We found that ANG II augmented LPS-induced cardiac cGMP production. This was related to iNOS induction, as evidenced by the time-dependent increase in cGMP after 6 h (but not 1 h) and blockade of ANG II effects with L-NMMA. ANG II exacerbated LPS-induced contractile depression over a range of ANG II doses from 1 nM to 1 µM, with an EC₅₀ of 5.3 nM (Fig. 2). These levels are relevant, since ANG II concentrations are ~0.1 nM in rabbits (24), and LPS increases by severalfold both circulating and tissue levels of angiotensinogen and ANG II (4, 9, 16, 19, 30). ANG II exacerbated LPS effects through AT₁ receptors that were blocked by DuP-753, whereas PD-123319, a selective AT₂ receptor antagonist, had no effect. This is similar to most cardiac effects of ANG II, which are mediated through AT₁ receptors (11).

Endogenously generated NO and cGMP induced dose-dependent impairments in excitation-contraction coupling. A modest increase in cGMP (with LPS alone) depressed contractile function without altering Ca²⁺ transients, indicating decreased myofilament responsiveness to Ca²⁺ (39). Higher levels of cGMP induced by ANG II with LPS depressed contractile function more severely in association with impaired Ca²⁺ handling (Table 2). We did not observe an increase in contractility, which some have reported with low levels of exogenous NO donors. This may reflect differences in kinetics and/or compartmentalization effects with endogenously generated NO, compared with exogenous NO donors.

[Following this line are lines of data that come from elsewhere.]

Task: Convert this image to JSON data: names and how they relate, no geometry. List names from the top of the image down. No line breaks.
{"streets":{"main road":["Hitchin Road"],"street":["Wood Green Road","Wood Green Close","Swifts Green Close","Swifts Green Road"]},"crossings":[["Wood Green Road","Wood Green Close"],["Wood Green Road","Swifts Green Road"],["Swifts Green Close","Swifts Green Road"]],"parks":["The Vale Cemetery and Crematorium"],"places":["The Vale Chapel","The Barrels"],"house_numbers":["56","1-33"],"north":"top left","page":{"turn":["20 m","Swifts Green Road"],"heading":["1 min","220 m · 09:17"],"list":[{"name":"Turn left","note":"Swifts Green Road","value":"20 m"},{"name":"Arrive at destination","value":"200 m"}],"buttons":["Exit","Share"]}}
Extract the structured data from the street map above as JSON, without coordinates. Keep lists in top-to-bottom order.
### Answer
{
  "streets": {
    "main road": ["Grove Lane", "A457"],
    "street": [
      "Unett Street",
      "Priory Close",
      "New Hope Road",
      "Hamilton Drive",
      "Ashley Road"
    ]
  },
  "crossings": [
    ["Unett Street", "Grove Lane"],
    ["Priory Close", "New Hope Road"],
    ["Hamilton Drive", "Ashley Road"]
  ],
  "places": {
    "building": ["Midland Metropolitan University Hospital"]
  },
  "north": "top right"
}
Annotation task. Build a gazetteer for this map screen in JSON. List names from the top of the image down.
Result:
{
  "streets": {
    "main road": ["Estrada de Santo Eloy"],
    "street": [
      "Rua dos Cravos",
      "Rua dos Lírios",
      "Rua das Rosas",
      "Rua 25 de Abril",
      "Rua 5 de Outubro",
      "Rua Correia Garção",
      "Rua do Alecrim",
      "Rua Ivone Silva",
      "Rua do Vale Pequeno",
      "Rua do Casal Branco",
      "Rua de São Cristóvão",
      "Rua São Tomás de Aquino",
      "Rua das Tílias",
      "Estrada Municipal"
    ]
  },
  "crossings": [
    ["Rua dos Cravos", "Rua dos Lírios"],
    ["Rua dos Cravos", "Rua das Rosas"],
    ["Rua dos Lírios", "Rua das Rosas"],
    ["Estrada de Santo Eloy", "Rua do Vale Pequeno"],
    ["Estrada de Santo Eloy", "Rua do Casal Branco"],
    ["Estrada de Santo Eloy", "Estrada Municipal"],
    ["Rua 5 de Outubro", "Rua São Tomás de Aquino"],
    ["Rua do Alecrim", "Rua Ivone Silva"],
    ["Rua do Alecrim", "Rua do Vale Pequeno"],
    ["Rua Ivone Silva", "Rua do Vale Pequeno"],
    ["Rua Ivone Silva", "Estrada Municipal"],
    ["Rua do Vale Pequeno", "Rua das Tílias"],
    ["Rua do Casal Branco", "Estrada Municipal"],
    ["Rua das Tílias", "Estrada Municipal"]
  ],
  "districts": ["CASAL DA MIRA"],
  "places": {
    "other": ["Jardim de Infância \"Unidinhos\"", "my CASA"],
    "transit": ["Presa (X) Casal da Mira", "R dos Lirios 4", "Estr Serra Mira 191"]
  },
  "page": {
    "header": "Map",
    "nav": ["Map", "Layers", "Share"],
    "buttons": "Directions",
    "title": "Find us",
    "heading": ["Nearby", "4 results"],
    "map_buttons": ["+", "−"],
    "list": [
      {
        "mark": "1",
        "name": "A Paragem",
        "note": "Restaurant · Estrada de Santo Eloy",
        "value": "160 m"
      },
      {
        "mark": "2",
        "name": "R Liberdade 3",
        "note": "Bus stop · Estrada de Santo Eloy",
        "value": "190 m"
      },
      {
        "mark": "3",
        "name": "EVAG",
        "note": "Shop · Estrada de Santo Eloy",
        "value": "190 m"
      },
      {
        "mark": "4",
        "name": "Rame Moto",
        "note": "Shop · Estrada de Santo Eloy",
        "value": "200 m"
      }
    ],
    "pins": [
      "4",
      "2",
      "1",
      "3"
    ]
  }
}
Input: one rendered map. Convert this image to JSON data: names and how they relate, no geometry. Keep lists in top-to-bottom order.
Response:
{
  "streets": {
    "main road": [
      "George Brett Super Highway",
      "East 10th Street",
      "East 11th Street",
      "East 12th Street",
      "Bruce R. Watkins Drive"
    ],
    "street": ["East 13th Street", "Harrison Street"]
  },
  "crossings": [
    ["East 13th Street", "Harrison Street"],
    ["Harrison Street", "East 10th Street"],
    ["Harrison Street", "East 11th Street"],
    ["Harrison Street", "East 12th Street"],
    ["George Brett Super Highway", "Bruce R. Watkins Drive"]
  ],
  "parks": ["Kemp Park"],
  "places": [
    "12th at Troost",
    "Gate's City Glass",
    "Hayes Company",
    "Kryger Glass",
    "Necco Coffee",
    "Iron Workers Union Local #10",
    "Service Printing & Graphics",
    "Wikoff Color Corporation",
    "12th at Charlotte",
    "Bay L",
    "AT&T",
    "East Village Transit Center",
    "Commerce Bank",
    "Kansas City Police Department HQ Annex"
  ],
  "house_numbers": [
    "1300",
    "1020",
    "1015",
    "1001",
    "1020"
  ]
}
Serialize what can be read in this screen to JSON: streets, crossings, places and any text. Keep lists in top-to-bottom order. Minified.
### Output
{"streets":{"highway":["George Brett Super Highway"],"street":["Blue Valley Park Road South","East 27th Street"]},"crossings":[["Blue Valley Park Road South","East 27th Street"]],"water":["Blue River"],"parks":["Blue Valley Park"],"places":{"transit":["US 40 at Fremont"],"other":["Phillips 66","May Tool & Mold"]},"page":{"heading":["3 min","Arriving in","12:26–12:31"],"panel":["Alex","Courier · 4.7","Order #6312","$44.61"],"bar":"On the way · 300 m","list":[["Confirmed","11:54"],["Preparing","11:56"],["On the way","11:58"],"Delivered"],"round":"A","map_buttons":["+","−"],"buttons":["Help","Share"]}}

NO can inhibit mitochondrial respiration, affecting cardiac contractility (37). We evaluated mitochondrial function in this model by using a tetrazolium assay sensitive to several steps along the electron transport chain (10, 20). As shown in Fig. 7, mitochondrial function was not altered by LPS alone but was depressed in myocytes coincubated with ANG II and LPS through a NO-mediated mechanism (blocked by L-NMMA). ANG II and LPS may generate higher endogenous NO levels than with LPS alone to inhibit mitochondrial function consistent with prior studies (37). Several mitochondrial enzymes contain non-heme iron sulfur clusters (mitochondrial aconitase, complex I and complex II of the mitochondrial electron transport chain) or heme groups (cytochrome-c oxidase or complex IV) that are potential target sites for the actions of NO. Moreover, NO induces free radicals such as peroxynitrite anion (ONOO), which inhibit complex I and complex II in cardiac mitochondria (7, 29). NO-induced suppression of mitochondrial energy metabolism may contribute to alterations in Ca²⁺ handling and contractile function. There is a complex interdependence between these factors, which cannot be evaluated by this study design. Thus it is difficult to determine the extent to which mitochondrial inhibition contributes to myocyte contractile dysfunction from the current data. Further studies are needed to address this important issue.

In conclusion, ANG II enhanced LPS-induced production of endogenous NO and cGMP, which impaired cardiac excitation-contraction coupling in a dose-dependent manner. The direct interaction between ANG II and NO pathways may have detrimental, long-lasting effects on cardiac myocytes that contribute to sustained myocardial depression in sepsis.